Jack and Ianto walk side by side. The backs of their hands brush every few steps.
"The weather is great here." Ianto says.
"Should have seen it before the volcano erupted." Jack laughs. "Dreadful back then."
"How long ago?"
"Few thousand years." Jack's fingers play with one of his buttons. He still wears the coat every day that he can. Every day that they aren't somewhere where it would be horribly out of place.
"Jack," The Doctor spins around, sliding his specs back into his pocket. "Do you remember."
He stops.
Jack waits. "Yeah?"
The Doctor glances at Ianto, then shakes his head. "Nothing. Just. What song did you dance to, you and Rose?"
Jack looks stricken. He swallows. "I don't remember."
Ianto suspects he's lying. He sees the Doctor frown, and knows the Doctor knows Jack is lying, too.
"Right, then." The Doctor claps. "We'll split up for a while, then? You two go off and do your... whatever... those things that humans do."
Jack stops walking and watches him go. "Something's not right. He's planning something."
Ianto isn't sure if he's supposed to ask or not, so he takes a chance and does. "What is he planning?"
"What?" Jack looks at Ianto like he's forgotten that Ianto was there. He smiles, and takes Ianto's hand. "I don't know. But I bet it has something to do with her."
Her.
Rose.
The Doctor may evoke none of that jealousy that Ianto knows he's capable of, but somehow he doesn't think the same would be true of Rose if she were here. He tries sometimes to imagine what sort of person she was. Is, still is, somewhere in the universe. Somewhere in that other universe.
The Tardis let him into her room once. There was a framed picture on the bed of Rose and her mother. She was not at all how he had imagined her to be. She looked silly and young and not at all deserving of such love and devotion of not one, but two great men.
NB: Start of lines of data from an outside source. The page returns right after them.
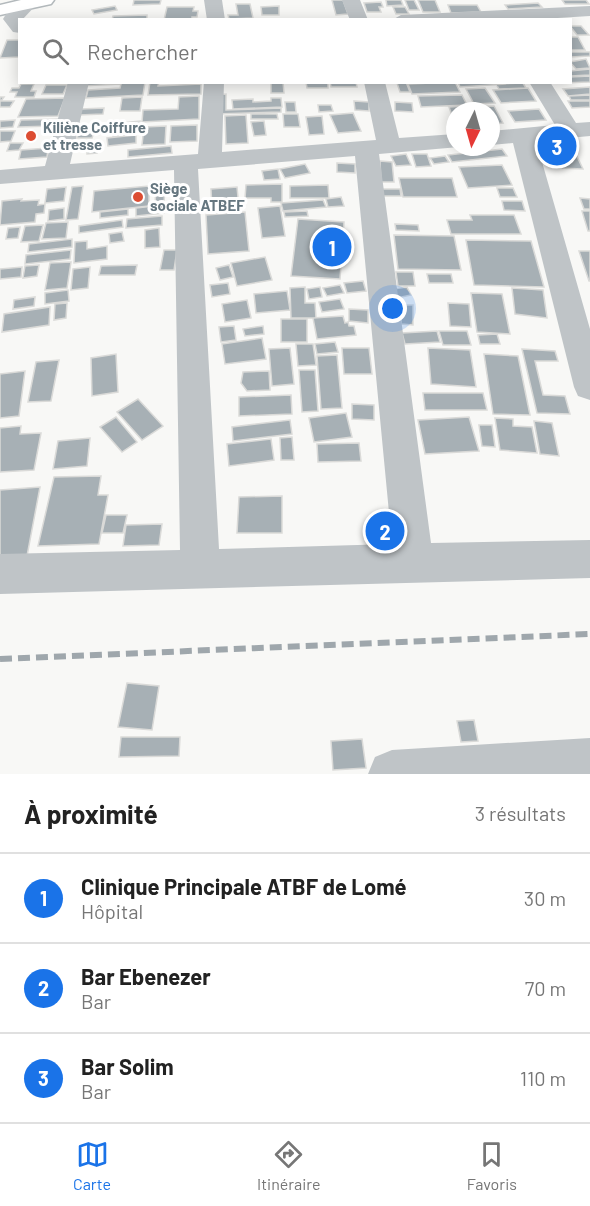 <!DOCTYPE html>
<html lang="fr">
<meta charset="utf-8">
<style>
:root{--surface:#fff;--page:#f6f6f6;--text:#222;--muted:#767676;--line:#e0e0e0;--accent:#1a73e8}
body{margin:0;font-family:Barlow,sans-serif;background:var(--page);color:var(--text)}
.compass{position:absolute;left:446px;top:102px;width:54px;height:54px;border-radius:50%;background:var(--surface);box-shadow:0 3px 15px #0003;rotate:185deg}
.you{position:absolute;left:393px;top:309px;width:21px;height:21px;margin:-15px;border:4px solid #fff;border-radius:50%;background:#1a73e8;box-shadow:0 0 0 9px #1a73e833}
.badge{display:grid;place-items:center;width:39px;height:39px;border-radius:50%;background:var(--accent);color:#fff;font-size:20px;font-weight:700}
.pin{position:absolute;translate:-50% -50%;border:3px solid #fff;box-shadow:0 2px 6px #0006}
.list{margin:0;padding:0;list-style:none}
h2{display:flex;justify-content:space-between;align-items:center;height:78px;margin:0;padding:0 24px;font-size:26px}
h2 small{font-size:20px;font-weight:400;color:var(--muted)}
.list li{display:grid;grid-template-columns:39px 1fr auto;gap:18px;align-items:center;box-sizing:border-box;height:90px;padding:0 24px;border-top:2px solid var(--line)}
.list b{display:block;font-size:22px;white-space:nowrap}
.list p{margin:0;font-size:20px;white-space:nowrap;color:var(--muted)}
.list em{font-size:20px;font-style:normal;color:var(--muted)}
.icon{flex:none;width:33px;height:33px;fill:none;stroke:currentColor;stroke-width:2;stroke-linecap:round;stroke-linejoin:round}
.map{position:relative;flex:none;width:590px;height:774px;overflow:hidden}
.search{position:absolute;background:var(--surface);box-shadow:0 3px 15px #0003;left:18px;right:18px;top:18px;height:66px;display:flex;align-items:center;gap:15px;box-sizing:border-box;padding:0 21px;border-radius:0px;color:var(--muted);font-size:22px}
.sheet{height:348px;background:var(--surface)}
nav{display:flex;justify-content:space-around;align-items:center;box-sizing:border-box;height:84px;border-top:2px solid var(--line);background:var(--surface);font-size:16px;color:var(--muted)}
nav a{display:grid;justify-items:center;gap:3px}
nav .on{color:var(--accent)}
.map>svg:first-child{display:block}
.building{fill:#a7b0b5;stroke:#dadad8;stroke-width:1.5}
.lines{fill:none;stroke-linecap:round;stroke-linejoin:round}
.major-casing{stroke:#b3b9bc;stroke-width:3}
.minor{fill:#bfc4c7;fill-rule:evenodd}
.major{fill:#fff;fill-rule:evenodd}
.rail{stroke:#9fa7ac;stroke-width:6;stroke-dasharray:12 6;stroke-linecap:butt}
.poi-dot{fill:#dc4d32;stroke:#fff;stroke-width:2}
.labels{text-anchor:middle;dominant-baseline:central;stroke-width:6;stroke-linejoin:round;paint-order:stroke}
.far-poi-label{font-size:15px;font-weight:bold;fill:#65767f;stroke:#fff;text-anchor:start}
</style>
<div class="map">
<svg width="590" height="774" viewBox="0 0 590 774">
<rect width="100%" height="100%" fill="#f8f8f6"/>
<path class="building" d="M134,0h27l-1,4 -27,1z
M332,0h11l5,14 -12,1z
M386,0h15l2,5 -16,1z
M405,0h9l5,10h-10z
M418,0h17l5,12h-17z
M562,0h24l3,4h-24z
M381,2l2,5h-4l2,5h-14l-3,-9z
M538,3l4,4 -34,2 -3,-4z
M236,4h14l3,14 -24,1 -1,-4h10z
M448,5h29l4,7 -30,1z
M115,6l2,4 -23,4 -2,-4z
M279,6v9h-17l-1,-8z
M167,7h27l-1,4h5l-1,6h-5v3h-28z
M393,7h12l4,7h-13z
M147,15v5h-35l1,-4z
M570,26h11l8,9h-12z
M570,37h8l7,13h-15z
M7,40h13v17l-20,1z
M570,52h20v4l-20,1z
M586,59l4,9 -14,1 -6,-7z
M590,69v6l-20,1v-5z
M590,76v6l-30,1v-1h10v-5z
M81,82h64l-2,13 -57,3 2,-8 32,-2 1,-4 -41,2z
M150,82h9l-1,4 43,-2v10l-53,1z
M271,82h12l1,11h-13z
M306,82h22v6h-21z
M330,82h26l1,5h-26z
M406,82l4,10h-10l-3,-9z
M455,82l5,10 -48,2 -4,-10z
M458,82h46l1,2 -45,3z
M523,83l3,5 -27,1 -3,-5z
M21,84h13l-3,7h5l-2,6h-19l2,-5h-7l2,-4h7z
M46,85h21l-4,9h-21z
M590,87v7l-22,2 -5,-7z
M485,88l10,15 -21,1 -8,-15z
M528,88l8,13 -35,2 -8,-13z
M226,94v16l55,-2v4l-66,2 1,-19z
M462,95l5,10 -46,2 -3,-11z
M590,95v5h-19l-2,-4z
M199,96v23l-57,3 1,-12 35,-1 1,-12z
M0,97h4l-3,4h13l-4,6h-10z
M142,97l-2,14h-20l2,-13z
M65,98l-7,18 -40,1 8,-18z
M271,98h10l1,9 -49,2 -1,-9 21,-1v3l18,-1z
M354,101l15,1v9l-14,-1z
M568,101h22v6l-18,1z
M285,102h10l1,10h-10z
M395,102l17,1 1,9 -18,-1z
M318,105h13l2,6 -14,1z
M466,106l2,5h-13v13l-6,-17z
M494,106l9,17 -12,1v-13h-18l-1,-4z
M104,108l-1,6 -24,1 2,-6z
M539,109l7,11 -31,2 -7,-11z
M353,113l8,18 -23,2 -8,-18z
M251,114h26l1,5h-27z
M283,114h15l2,13h-16z
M246,115l2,28 -22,1 -1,-28z
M322,116l2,18 -15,1 -3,-18z
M63,119l-2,5 -8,2 -35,1 3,-7z
M15,120l-2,7 -13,1v-7z
M140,121v8l-6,1v4l-21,2 -1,-12z
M264,121l2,14 -12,1 -3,-14z
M197,125v16l-27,1 1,-16z
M81,126h24l-2,8 -10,1 -1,3h-15z
M166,126l-1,18 -23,1 2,-18z
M0,131h15l-4,10 -11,1z
M136,135v8l-28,3 -1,-8z
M10,143h13l-4,7 -12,1z
M97,143v10l-10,1v-9z
M552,145l20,1 11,23 -25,-1z
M171,146l1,7 -44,4v-7z
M48,148l-1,9 -28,2 2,-9z
M502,149l5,7 -55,6 -4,-7z
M406,154l5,11 -15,1 -5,-10z
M412,154h15l4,12 -15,1z
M445,156l4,6 -15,2 -4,-6z
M380,161l12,1 2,20h-13z
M337,163l18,1v9l-18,-1z
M305,164l5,9 -25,5 -5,-9z
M502,165l10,20 -44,3 -9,-21z
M278,169l2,10 -16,1 -2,-9z
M399,178h53l5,19h-54z
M165,183l-1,22 -9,1 1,-22z
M282,184v18h-11v-4h-26l1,-13z
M328,185l1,13h-39v-12z
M83,186l-5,33 -12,1 6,-33z
M149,186v20l-57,6 2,-21z
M66,187l-2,14 -19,2 2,-14z
M237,187l2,21 -27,2 -1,-21z
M497,188h16l4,9h-17z
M382,189h18l1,7h-18z
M341,197l3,9 -16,1 -2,-8z
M580,198l10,1v10h-6z
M22,199l-1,2 18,-1 -1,5 7,-1 -1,9 -8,1 -1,8 -35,3 2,-24z
M323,200l3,7 -43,4 -2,-8z
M502,201h20l3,10 -21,-1z
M163,205l1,8 -28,3v-8z
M280,206l5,30 -23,2 -4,-30z
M64,208v11l-16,2 1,-11z
M128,209v6l-28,3v-6z
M307,211l1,5 -23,1 -1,-5z
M582,211h8v20h-2z
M245,212l4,39 -41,3 -2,-39z
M470,215h44l7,19h-70l-4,-14h25z
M162,216v9l-36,3 1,-9z
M298,219l46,3 -4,57 -49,-3z
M122,220l1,7 -44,6v-7z
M68,222l-2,16 -24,1 4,-16z
M395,224l23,1 1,6 -23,-1z
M43,225l-4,16 -18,1 4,-16z
M20,227l-2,11 -12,1 2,-11z
M159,228l1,19 -15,1v-18z
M122,232l2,9 -14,2 -1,-9z
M394,235l60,1 7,34 -63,-1z
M72,239v8l-44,5 1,-8z
M466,240l65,1 13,46 -70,-2z
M87,241v8l20,-3v13l-33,4 1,-21z
M71,250l-1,9 -45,5 1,-9z
M164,250h13l-3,20h-14z
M579,251h11v30h-1z
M265,257l7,23 -35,6 -6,-23z
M71,262l-4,26 -22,2 5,-27z
M39,265l-2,11 -14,2 2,-12z
M137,265l-2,10h-36l2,-9z
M229,265l4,12 -13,3 -4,-12z
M22,267l-1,10 -21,2v-10z
M90,267l-2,21 -17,2 2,-21z
M396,272h17l2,14h-17z
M427,274h24l2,9h-24z
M363,281l3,10 -19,2 -3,-10z
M228,283l2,11 -18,3 -2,-12z
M340,285l4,8 -17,3 -4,-8z
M305,287v16h10l1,15h-25l-1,-30z
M320,287l2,10 -13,2 -2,-10z
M407,287l4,8 -14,3 -4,-9z
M512,288l31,2 4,28 -32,-4z
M68,290l1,11 -24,3v-11z
M287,291l3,19 -34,3 -2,-19z
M471,293l31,1 8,40 -33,-2z
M35,297l-1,9 -21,3 1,-9z
M340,299l4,10 -22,3 -3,-10z
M247,300l4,18 -26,4 -3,-18z
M67,303l-1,15 -12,2 1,-16z
M448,303l21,1 2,23 -21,-1z
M401,305h12v20l-12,-1z
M50,307l-1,18 -47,7 2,-18z
M349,309l19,1v13l-19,-2z
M343,316l2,7 3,-1 1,4h5l2,9 -39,4 -4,-21z
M281,319h26v23h-26z
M234,326l2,14 -15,2 -2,-15z
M263,326l1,8 -19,2 -2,-7z
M437,331l3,11 -35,2 -3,-11z
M439,331h28l4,14h-28z
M497,334l3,10h-20l-2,-9z
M262,338l4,21 -41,5 -3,-20z
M335,342l3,10 -21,2 -2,-10z
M296,344h17l3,21 -18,1z
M290,348l4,36 -22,2 -3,-37z
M342,348h27l3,26h-28z
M428,348l42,2 6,37 -45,-3z
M522,349l33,2 3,10h-23l8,34 22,1 5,18 -33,-1z
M116,354l2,38 -26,4 -1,-38z
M484,354l34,2 12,59 -37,-1z
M337,355l5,53 -21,1 -4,-53z
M59,360l-8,41 -23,1 8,-40z
M299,370h16l3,41 -16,1z
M25,371l-6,45 -19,2v-44z
M269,371l1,19 -23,1 -6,-8 2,-11z
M423,393h60l4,17h-62z
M291,395l1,19 -53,2v-19z
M138,399l25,27 -21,14 -25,-28z
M352,404l22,1v15l-22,-1z
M346,413l6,24 -38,5 -5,-24z
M116,417l21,25 -15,10 -22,-25z
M469,417l10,34 -54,3 -7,-34z
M495,418l18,1v7l19,1 5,26 -37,-3z
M290,420l2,14 -59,7 -1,-14z
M534,421l18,2 7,33 -19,-2z
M479,425h13l3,22 -13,-1z
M21,426l-1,8 21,-1 -7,37 -34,2v-44z
M292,437l2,23h-13l-1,-22z
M90,438l-3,28 -34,3 5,-28z
M271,439l3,21 -45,6 -2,-22z
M359,443l2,18 -43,1 -1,-18z
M101,476l-3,19h10l-9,49 -61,2 16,-69z
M40,487l-13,69 -27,2v-68z
M282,496v37h-45l2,-36z
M106,515h21l-4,18h-21z
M162,524l-3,21 -36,1 3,-21z
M127,683l32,3 -7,44 -34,-3z
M474,720l4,21 -17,1 -4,-21z
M121,737h59l-1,19 -60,1z
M362,739l4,29 -33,2 -2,-29z"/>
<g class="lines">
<g class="major-casing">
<path id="major" d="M21,0h33l-3,4 -51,11v-10z"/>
</g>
<path class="minor" d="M22,0h12l3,4 -15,16h-2v13l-7,-1 -10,-13 5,-8z
M204,0h18l3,20h-18z
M342,0h18l8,20h-18z
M590,6v10l-65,4h-133l9,-5z
M68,82h21l-19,82 128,-10 6,-72h20l-2,70 154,-12 -12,-58h21l14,56 56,-4v13h4l-80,7 52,389 159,-3v38l-590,16v-40l180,-4 -6,-380 -174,14v-14l45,-4zM355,156l37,388 -173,5 -21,-380z
M529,82h21l26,41 14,-1v14l-54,5 54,188v71l-12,-4 -4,-9 -61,-244 -22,2v-14l64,-6z
M590,738v36h-222l7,-17 17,-7z"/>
<use href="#major" class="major"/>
<path class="rail" d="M0,659l590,-25"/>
</g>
<g class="poi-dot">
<circle cx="31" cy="136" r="6"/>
<circle cx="138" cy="197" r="6"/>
</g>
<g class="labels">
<g class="far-poi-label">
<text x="43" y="127">Kiliène Coiffure<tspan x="43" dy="17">et tresse</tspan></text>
<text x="150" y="188">Siège<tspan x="150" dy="17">sociale ATBEF</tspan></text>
</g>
</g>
</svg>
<svg class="compass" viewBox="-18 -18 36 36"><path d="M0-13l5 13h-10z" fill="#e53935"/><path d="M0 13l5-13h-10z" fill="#767676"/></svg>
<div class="you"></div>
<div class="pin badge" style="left:332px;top:247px">1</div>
<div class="pin badge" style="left:385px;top:531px">2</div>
<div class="pin badge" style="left:557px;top:146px">3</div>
<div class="search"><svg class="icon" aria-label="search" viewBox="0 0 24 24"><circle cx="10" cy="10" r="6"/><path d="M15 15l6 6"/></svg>Rechercher</div>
</div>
<section class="sheet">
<h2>À proximité<small>3 résultats</small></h2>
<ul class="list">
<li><span class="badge">1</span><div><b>Clinique Principale ATBF de Lomé</b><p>Hôpital</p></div><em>30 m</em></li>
<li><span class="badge">2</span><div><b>Bar Ebenezer</b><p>Bar</p></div><em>70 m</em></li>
<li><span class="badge">3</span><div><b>Bar Solim</b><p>Bar</p></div><em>110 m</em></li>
</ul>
</section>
<nav>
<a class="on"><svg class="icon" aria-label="map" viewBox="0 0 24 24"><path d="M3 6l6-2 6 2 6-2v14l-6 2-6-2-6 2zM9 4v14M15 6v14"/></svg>Carte</a>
<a><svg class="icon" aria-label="directions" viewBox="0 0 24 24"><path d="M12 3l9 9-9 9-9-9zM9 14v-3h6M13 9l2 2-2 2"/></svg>Itinéraire</a>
<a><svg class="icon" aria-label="saved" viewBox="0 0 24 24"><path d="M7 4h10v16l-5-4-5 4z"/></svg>Favoris</a>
</nav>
"Should you go after him?" Ianto asks. He wonders, if he died would Jack be as moved by the loss?
Jack hesitates and then shakes his head. "No. I doubt I could find him now, anyway. Not if he doesn't want me with him. We should have fun. Day off, right?"
"Until something catastrophic occurs." Ianto says.
"Oh, yeah." Jack laughs. "Those sorts of things do have a habit of happening, don't they?"
"They do, yes, sir."
Jack puts an arm around Ianto's shoulder and kisses him lightly on the mouth. "You're great, you know?" He kisses him again. "I'm glad you're here."
Ianto smiles, pleased with himself and Jack and the fact that they're alone. His satisfaction gives life to boldness. "I think you should take me somewhere to eat, Jack. Introduce me to this alien cuisine."
Jack nods and pats Ianto's cheek with warm fingers. "Let's go feed you, then."